- WORK INSTRUCTIONS -
In the listing that follows, how many lines have the word "shadow" in them? Give only the number.

**** RECORDS

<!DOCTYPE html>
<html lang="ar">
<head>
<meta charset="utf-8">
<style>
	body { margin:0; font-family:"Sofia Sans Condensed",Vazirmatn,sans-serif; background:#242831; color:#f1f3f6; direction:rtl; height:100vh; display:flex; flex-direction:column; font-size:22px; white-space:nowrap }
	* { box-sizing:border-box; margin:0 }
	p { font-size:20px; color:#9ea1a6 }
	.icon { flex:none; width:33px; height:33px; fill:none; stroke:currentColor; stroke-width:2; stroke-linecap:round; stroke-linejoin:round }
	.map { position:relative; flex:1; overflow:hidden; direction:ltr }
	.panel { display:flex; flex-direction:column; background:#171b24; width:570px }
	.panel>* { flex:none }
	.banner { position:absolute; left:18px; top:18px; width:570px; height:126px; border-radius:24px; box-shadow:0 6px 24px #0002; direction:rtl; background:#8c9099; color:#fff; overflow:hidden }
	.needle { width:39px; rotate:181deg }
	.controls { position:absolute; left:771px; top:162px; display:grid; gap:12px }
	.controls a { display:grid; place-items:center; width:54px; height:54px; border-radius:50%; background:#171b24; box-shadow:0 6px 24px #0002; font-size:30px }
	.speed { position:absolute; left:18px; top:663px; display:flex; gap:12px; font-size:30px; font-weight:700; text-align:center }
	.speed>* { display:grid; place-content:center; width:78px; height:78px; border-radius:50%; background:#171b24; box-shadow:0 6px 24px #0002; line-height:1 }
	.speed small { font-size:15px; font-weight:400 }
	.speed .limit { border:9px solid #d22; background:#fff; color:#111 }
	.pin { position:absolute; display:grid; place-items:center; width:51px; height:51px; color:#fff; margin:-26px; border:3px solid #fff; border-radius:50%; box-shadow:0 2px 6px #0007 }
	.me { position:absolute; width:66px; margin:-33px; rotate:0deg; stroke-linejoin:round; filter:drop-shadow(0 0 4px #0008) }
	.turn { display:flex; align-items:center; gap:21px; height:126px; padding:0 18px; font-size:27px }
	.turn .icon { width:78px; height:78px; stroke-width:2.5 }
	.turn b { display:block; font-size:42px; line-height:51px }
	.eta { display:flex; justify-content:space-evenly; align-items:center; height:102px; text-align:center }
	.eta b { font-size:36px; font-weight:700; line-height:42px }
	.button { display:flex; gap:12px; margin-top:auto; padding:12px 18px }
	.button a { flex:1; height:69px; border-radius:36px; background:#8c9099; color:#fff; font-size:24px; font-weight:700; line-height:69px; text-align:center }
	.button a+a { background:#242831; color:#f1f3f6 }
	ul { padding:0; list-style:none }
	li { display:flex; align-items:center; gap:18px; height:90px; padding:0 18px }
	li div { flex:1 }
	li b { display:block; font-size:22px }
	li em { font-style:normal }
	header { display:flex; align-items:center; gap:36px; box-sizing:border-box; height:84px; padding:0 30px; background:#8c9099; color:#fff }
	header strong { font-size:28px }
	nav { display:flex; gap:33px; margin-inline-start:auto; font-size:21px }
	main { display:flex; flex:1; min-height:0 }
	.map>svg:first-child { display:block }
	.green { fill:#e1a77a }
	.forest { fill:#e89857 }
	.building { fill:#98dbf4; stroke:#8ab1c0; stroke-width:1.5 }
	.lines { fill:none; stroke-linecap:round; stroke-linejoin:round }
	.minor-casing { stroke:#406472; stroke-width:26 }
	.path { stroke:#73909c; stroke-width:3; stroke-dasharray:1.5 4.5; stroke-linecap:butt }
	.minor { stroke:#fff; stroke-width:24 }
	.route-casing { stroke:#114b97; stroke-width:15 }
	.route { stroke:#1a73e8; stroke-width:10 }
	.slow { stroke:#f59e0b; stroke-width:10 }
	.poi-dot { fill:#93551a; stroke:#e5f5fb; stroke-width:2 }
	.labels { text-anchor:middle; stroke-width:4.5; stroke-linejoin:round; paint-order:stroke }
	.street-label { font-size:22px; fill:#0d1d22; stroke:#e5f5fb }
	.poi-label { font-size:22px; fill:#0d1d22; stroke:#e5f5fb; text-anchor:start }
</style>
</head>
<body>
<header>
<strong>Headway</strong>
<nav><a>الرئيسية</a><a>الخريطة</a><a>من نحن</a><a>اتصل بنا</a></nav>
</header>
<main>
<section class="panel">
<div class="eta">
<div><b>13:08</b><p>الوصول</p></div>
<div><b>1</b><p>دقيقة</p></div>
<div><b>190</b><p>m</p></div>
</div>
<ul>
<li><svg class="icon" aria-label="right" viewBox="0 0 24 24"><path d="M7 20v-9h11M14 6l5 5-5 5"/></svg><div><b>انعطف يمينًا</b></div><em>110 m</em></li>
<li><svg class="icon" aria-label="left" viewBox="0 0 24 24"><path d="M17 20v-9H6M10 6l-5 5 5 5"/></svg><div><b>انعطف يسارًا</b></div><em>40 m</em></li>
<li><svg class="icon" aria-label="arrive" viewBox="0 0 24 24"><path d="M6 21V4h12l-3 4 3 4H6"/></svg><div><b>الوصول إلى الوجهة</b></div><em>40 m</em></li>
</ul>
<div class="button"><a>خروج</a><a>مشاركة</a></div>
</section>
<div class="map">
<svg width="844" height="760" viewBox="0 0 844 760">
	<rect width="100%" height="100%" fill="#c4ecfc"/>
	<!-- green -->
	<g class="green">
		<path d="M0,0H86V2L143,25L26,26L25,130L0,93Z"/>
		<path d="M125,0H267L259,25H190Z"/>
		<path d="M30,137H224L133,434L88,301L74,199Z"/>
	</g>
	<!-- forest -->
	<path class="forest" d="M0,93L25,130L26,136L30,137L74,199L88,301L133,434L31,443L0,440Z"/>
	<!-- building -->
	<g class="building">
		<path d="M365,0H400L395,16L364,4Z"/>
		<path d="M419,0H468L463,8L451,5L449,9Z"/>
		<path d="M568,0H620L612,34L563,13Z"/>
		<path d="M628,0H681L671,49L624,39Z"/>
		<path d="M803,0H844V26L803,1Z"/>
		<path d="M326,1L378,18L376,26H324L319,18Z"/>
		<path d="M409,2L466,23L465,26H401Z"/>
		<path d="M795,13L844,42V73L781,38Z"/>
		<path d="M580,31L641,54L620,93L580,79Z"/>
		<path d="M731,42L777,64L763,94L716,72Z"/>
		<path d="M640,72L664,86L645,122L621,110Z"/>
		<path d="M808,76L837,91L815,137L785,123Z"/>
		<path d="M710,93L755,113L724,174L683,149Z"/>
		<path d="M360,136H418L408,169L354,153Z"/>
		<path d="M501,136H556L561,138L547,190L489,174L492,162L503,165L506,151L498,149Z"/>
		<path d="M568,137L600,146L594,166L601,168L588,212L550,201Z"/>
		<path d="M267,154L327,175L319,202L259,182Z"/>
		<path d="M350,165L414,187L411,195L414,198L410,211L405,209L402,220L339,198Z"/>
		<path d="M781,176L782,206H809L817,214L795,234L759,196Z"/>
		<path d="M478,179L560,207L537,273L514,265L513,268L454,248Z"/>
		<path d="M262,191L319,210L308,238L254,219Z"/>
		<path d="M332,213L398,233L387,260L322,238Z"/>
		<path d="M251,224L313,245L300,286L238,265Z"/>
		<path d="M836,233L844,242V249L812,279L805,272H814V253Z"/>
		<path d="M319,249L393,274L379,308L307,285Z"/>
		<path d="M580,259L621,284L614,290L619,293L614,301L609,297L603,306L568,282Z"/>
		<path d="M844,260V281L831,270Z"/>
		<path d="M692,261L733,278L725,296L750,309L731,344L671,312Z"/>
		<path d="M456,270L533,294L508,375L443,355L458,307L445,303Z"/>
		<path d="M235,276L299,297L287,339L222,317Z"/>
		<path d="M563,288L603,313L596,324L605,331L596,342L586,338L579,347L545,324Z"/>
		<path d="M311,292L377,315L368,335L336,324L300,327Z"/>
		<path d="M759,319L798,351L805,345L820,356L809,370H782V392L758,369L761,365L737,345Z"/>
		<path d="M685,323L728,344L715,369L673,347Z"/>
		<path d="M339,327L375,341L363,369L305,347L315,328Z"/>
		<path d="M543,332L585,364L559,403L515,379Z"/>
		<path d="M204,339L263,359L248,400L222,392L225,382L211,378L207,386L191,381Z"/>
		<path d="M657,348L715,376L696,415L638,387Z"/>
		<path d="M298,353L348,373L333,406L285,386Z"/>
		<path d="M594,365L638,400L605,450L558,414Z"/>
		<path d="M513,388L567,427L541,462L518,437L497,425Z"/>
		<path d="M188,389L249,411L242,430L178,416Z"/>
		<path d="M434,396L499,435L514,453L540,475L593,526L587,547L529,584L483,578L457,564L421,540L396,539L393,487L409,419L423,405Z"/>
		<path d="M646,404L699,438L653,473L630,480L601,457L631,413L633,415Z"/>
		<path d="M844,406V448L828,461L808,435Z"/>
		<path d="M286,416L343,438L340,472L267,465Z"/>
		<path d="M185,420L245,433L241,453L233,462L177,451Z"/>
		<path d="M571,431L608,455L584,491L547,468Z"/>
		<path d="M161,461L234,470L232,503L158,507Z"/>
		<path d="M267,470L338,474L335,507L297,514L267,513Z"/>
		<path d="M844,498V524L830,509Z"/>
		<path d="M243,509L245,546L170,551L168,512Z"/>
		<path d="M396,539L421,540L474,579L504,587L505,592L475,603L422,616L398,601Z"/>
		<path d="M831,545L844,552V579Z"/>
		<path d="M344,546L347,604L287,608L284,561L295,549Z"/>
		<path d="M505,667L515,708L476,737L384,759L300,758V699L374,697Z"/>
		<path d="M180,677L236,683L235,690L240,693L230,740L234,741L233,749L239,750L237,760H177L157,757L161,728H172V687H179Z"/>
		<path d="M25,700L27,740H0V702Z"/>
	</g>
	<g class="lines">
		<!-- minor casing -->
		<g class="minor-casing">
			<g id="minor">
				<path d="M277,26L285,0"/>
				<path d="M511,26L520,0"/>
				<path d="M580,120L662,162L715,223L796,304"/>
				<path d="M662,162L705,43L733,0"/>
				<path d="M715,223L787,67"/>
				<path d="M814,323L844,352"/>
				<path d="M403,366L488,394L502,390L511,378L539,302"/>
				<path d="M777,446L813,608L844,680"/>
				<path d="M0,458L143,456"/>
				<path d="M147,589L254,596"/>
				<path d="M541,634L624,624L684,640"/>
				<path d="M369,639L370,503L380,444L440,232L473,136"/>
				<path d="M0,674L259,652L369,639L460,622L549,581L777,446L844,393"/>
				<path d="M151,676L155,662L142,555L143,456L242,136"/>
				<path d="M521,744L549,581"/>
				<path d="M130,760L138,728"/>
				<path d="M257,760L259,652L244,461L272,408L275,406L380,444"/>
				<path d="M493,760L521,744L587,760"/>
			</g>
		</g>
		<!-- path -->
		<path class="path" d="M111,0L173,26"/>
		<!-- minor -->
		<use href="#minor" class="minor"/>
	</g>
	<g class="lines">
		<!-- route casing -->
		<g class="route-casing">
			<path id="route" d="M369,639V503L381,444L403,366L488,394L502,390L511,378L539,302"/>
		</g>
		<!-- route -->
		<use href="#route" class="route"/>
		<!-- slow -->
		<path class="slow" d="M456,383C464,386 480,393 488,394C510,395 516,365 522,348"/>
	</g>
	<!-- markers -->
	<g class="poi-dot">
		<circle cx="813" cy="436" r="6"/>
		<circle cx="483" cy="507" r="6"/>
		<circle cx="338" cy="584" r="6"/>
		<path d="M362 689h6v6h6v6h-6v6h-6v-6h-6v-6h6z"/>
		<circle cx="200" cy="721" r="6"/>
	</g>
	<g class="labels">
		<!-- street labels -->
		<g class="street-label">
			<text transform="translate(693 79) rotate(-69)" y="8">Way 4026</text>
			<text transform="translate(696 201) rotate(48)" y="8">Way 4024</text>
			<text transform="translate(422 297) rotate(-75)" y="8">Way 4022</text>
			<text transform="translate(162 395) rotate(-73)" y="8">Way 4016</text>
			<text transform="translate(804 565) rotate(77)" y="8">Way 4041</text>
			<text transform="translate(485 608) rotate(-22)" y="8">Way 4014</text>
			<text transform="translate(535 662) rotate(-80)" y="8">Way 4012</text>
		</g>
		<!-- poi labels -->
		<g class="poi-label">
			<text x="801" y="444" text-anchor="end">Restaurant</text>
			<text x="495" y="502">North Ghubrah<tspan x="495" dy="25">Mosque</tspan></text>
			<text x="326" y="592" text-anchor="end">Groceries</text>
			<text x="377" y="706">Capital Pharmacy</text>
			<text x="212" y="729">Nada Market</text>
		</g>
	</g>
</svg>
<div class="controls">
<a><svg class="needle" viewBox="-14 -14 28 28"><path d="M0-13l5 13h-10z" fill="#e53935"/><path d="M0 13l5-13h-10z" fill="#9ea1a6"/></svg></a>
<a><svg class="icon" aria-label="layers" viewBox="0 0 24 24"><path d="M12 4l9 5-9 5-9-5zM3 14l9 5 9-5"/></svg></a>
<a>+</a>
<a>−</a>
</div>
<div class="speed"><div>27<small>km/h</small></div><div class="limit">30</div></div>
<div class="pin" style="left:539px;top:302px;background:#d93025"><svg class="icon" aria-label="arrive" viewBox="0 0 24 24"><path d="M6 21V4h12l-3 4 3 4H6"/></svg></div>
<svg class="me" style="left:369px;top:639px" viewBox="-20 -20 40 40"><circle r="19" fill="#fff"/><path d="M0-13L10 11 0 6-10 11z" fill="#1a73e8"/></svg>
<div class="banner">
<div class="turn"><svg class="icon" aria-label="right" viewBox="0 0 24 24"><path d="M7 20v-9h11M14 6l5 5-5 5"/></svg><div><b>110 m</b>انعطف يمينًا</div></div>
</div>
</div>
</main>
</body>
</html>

********

- OUTPUT OF THE TASK -
5